- [Assignment]:
The copy you return should hold only the lines from the top of the data below through the line with "position:absolute; left:12px; top:12px;", each duplicated exactly and with no pictures.

[Items from a dataset]
Content starts
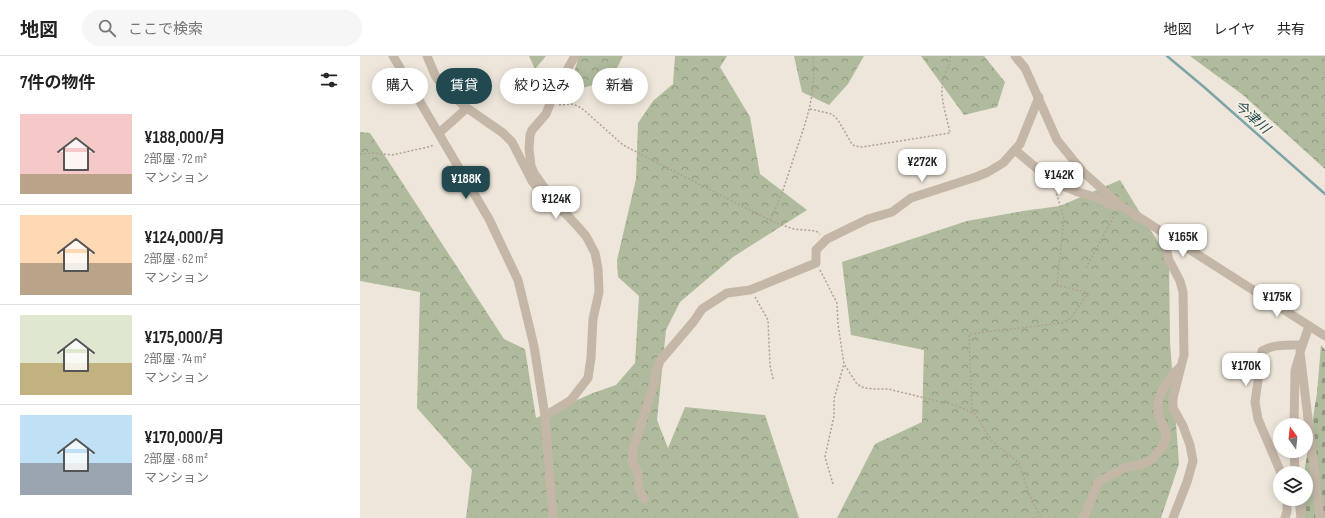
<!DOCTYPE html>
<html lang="ja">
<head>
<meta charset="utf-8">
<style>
  body { margin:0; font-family:"Sofia Sans Condensed","Noto Sans JP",sans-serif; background:#f6f6f6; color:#222; height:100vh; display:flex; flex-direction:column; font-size:15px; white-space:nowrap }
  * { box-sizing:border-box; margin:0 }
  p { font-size:13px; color:#767676 }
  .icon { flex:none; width:22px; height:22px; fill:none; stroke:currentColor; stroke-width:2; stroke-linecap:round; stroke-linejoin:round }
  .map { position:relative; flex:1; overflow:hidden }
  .panel { display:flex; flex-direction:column; background:#fff; width:360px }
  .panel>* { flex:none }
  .guide { position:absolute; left:12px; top:12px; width:380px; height:36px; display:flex; gap:8px }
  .needle { width:26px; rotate:345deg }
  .controls { position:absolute; left:913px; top:362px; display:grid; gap:8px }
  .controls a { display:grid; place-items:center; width:40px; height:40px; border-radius:50%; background:#fff; box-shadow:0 2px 10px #0003; font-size:20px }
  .price { position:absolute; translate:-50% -34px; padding:0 9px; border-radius:8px; background:#fff; color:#222; font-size:13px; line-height:26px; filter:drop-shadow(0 1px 2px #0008) }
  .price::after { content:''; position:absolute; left:50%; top:24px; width:12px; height:9px; margin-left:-6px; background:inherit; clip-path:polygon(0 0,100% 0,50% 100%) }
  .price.current { background:#21494f; color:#fff }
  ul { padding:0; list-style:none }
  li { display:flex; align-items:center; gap:12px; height:100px; padding:0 20px }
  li+li { border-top:1px solid #e0e0e0 }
  li span { display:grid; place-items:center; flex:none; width:112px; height:80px; border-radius:0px; color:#555 }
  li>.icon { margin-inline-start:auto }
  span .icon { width:48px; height:48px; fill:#fffc; stroke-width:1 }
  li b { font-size:17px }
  h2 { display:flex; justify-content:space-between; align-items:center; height:48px; padding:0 20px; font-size:17px }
  .tag { padding:0 14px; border-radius:18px; background:#fff; box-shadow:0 2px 10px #0003; font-size:14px; line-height:36px }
  .tag.current { background:#21494f; color:#fff }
  header { display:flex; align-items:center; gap:24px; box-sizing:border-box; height:56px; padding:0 20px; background:#fff; border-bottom:1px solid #e0e0e0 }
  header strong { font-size:19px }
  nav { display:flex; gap:22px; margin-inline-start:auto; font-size:14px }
  .search { width:280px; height:36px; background:#f6f6f6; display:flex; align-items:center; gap:10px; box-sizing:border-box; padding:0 14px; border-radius:22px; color:#767676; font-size:15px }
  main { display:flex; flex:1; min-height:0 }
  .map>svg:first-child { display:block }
</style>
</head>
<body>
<header>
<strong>地図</strong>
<div class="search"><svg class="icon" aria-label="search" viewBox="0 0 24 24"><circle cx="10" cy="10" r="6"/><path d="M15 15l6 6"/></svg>ここで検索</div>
<nav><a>地図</a><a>レイヤ</a><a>共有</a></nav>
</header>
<main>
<section class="panel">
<h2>7件の物件<svg class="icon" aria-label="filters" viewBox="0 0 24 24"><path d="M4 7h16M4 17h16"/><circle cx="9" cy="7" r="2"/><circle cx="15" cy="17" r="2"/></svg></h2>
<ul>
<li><span style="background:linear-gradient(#f6c9c9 75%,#b9a48a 0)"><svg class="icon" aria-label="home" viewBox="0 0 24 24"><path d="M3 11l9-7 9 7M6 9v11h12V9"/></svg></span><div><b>¥188,000/月</b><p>2部屋 · 72 m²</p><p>マンション</p></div></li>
<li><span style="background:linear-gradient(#ffd9b3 60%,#b9a48a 0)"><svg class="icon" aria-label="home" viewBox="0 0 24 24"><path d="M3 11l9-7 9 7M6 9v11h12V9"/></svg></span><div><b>¥124,000/月</b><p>2部屋 · 62 m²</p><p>マンション</p></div></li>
<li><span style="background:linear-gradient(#dfe7d0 60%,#c2b280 0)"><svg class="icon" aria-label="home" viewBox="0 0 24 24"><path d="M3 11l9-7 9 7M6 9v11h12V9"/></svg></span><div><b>¥175,000/月</b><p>2部屋 · 74 m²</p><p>マンション</p></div></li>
<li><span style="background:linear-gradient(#bfe0f5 60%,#9aa5b1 0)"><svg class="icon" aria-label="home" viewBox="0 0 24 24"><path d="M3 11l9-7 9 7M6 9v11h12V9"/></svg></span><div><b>¥170,000/月</b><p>2部屋 · 68 m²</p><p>マンション</p></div></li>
</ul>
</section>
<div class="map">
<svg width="965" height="462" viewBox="0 0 965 462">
  <defs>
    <pattern id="forest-crowns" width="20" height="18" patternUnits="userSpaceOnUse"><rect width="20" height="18" fill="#afbb9c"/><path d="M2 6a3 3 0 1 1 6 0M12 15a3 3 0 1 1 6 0" fill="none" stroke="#8f987f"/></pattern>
    <pattern id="cemetery-stones" width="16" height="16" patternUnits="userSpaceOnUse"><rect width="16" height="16" fill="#afbb9c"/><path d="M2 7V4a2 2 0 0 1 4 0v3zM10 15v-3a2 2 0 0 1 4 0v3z" fill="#8f987f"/></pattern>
  </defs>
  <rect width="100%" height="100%" fill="#eee6da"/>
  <g fill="url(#forest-crowns)">
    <path d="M 169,0 L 186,0 L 175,13 Z"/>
    <path d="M 219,0 L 263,0 L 251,24 L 208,36 Z"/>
    <path d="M 315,0 L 367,0 L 360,11 L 390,61 L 400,118 L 447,154 L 373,201 L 320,246 L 306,274 L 297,364 L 308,392 L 325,351 L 405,359 L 439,462 L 106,462 L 112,414 L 57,352 L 60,236 L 0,225 L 0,76 L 10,77 L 144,283 L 165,293 L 176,362 L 233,337 L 256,329 L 275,307 L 279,240 L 258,221 L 257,204 L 276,123 L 278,67 L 293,45 L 313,28 Z"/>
    <path d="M 434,0 L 504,0 L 488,28 L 469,49 L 442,36 Z"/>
    <path d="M 561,0 L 624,0 L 645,26 L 637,51 L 604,59 Z"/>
    <path d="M 830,0 L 965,0 L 965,113 L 883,39 Z"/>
    <path d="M 760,124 L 809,204 L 810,286 L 819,408 L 801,462 L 477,462 L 515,388 L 562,366 L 564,294 L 491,279 L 482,206 L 607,165 L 663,155 L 700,150 Z"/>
  </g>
  <path fill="url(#cemetery-stones)" d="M 961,289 L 965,294 L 965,462 L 937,462 L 940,443 L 946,443 L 946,417 L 944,417 L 957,337 Z"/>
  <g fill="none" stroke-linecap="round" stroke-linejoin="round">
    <path stroke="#7ca3a8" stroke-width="2.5" d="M 807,0 L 844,31 L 965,138"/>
    <g stroke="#b0a192" stroke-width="1.5" stroke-dasharray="2 2" stroke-linecap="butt">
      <path d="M 199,49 L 211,48 L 218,50 L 225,55 L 263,89 L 413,166 L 434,173 L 456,175 L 460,178"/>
      <path d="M 450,53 L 472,58 L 478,64 L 492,88 L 495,90 L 502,91 L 590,77 C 587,62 581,45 582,30 C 582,19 592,9 590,0"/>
      <path d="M 0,98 L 13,97 L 32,99 L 68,91 L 74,89"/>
      <path d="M 410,164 C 420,145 426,125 433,104 C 445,68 457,39 453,0"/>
      <path d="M 726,212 L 755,158"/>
      <path d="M 460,214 L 477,247 L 478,268 L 484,308 L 497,328 L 504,332 L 514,333 L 528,333 L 598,350 L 615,358 L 632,385 L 659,407 L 669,438 L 681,462"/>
      <path d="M 395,241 L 408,264 L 410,309 L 413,323"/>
      <path d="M 612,357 L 609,278 L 702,267 L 710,263 L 728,237 L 697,229 L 704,163 L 696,136"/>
      <path d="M 473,428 L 465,401 L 474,360 L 474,343 L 484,308"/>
    </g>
    <g stroke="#c5b7a8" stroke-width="9">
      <path d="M 33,0 L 129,163 L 158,224 L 174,290 L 185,360 L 193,462"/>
      <path d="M 67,0 L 75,19 L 84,33 L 107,52 L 143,77 L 152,86 L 172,125 L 183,138 L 208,160 L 219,172 L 226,180 L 235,197 L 238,212 L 239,236 L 233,263 L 231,302 L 228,322 L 211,344 L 185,360"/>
      <path d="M 655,0 L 665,12 L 697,84 L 723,116 L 760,149 L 965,280"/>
      <path d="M 79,77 L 107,52"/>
      <path d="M 655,94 L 693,126 L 718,136 L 738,142 L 751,149 L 760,149"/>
      <path d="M 188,137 L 174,117 L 171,110 L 169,93 L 170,79 L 172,74 L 186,58 L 195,35 L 215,0"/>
      <path d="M 806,178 L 807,196 L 809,204 L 820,225 L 823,236 L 824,299 L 813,342 L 813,352 L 823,370 L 830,389 L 833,405 L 827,426 L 813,462"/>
      <path d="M 949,270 L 940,296 L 960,462"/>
      <path d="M 934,369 L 935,315 L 939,301"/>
      <path d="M 934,395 L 935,417"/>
      <path d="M 921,417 L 898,363 L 895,346 L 902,295 C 914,288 928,289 942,289"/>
      <path d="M 284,443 L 279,433 L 278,418 L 272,405 L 273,393 L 294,328 L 296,316 L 300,305 L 334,265 L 342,253 L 367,237 L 390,234 L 456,207 L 456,194 L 467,183 L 508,163 L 532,156 L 551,142 L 616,121 L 628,116 L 643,107 L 660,88 L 679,41"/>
      <path d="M 939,443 L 941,462"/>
      <path d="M 722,462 L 726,457 L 738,426 L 766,411 L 779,409 L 791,404 L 801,393 L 807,380 C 804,371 799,364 798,354 C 796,340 810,320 820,311"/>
      <path d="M 925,462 L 927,456 L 927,443"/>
    </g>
  </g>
  <g text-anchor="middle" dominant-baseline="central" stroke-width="3.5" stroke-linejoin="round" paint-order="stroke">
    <g font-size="14" font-style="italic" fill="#21494f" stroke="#f7f0e6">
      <text transform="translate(892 61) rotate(41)">今津川</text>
    </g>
  </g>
</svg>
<div class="controls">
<a><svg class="needle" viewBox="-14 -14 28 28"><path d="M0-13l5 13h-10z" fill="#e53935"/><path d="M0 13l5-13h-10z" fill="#767676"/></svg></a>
<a><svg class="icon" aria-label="layers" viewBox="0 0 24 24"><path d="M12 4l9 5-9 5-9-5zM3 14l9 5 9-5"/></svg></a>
</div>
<b class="price" style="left:562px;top:127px">¥272K</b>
<b class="price" style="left:699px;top:140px">¥142K</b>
<b class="price current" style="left:106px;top:144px">¥188K</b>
<b class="price" style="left:196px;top:164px">¥124K</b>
<b class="price" style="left:823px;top:202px">¥165K</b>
<b class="price" style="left:917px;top:262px">¥175K</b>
<b class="price" style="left:886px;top:331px">¥170K</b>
<div class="guide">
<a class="tag">購入</a>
<a class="tag current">賃貸</a>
<a class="tag">絞り込み</a>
<a class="tag">新着</a>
</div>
</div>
</main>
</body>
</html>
Content ends
- [Output for this task]:
<!DOCTYPE html>
<html lang="ja">
<head>
<meta charset="utf-8">
<style>
  body { margin:0; font-family:"Sofia Sans Condensed","Noto Sans JP",sans-serif; background:#f6f6f6; color:#222; height:100vh; display:flex; flex-direction:column; font-size:15px; white-space:nowrap }
  * { box-sizing:border-box; margin:0 }
  p { font-size:13px; color:#767676 }
  .icon { flex:none; width:22px; height:22px; fill:none; stroke:currentColor; stroke-width:2; stroke-linecap:round; stroke-linejoin:round }
  .map { position:relative; flex:1; overflow:hidden }
  .panel { display:flex; flex-direction:column; background:#fff; width:360px }
  .panel>* { flex:none }
  .guide { position:absolute; left:12px; top:12px; width:380px; height:36px; display:flex; gap:8px }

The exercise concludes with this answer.